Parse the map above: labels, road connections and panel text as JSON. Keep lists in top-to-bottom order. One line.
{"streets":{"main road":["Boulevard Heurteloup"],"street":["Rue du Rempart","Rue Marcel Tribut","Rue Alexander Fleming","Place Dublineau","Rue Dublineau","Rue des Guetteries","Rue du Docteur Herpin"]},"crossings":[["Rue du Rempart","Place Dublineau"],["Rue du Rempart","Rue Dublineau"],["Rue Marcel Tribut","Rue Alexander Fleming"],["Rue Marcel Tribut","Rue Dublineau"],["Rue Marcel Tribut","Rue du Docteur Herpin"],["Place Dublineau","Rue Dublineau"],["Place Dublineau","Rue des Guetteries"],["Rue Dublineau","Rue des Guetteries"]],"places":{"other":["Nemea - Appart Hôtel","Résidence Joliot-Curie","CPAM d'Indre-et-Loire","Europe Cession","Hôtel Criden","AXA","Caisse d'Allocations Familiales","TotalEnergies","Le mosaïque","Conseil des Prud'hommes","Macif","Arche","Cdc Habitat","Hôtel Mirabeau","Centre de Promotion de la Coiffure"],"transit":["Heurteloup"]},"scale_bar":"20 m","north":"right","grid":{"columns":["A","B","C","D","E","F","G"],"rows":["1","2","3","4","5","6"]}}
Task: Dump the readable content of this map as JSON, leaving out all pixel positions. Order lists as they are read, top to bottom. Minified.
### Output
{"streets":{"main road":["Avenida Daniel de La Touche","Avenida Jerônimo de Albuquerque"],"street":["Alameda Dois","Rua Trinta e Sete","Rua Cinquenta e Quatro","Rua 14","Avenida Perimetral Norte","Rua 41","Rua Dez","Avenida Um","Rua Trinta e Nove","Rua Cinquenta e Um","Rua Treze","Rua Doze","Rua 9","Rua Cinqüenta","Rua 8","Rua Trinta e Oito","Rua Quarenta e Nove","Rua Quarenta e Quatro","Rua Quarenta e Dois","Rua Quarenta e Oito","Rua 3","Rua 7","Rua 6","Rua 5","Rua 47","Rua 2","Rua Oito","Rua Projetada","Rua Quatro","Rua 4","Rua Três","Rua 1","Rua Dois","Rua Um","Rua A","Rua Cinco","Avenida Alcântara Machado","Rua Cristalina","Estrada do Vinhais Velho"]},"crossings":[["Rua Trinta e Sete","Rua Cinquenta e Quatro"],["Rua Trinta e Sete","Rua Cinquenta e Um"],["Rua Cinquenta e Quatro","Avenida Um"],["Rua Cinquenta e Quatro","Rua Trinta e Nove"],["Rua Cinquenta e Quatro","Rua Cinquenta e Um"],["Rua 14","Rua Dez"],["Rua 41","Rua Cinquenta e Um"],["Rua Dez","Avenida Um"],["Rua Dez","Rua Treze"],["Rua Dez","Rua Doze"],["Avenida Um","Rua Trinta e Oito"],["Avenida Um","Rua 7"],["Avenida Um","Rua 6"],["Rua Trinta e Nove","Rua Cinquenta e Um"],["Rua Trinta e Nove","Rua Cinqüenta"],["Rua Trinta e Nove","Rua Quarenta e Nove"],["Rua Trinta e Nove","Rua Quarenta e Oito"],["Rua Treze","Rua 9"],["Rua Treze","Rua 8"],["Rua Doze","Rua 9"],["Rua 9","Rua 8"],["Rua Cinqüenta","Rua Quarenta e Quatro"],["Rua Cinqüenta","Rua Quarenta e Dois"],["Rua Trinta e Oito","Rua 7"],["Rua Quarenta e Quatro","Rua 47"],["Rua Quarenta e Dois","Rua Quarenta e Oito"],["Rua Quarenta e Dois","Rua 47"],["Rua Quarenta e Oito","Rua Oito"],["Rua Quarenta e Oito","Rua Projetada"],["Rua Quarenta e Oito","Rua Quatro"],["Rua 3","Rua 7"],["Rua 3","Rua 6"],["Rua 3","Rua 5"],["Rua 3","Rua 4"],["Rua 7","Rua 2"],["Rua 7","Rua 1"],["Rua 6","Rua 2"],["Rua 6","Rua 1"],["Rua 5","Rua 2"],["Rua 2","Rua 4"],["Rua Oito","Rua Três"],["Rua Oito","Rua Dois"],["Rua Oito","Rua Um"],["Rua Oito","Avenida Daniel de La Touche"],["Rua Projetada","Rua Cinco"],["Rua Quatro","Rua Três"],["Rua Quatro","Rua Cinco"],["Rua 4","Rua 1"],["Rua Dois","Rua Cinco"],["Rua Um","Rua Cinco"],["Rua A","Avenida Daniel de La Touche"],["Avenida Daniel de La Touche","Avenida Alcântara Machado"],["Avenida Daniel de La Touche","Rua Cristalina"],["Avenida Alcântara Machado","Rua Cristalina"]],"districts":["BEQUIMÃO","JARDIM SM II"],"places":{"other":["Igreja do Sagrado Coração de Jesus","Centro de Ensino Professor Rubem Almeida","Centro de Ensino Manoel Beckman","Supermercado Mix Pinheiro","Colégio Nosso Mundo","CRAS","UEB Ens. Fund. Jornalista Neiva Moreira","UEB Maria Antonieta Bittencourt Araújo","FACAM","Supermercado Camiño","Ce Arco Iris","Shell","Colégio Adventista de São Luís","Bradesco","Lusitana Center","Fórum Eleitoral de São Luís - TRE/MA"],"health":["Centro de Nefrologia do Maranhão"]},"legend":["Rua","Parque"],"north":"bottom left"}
# # # # #
EXERCISE INSTRUCTIONS:
All lines holding the word "JSON" must be copied from the data.

EXERCISE RESULT:
Parse the map above: labels, road connections and panel text as JSON. Keep lists in top-to-bottom order. One line.
Task: Dump the readable content of this map as JSON, leaving out all pixel positions. Order lists as they are read, top to bottom. Minified.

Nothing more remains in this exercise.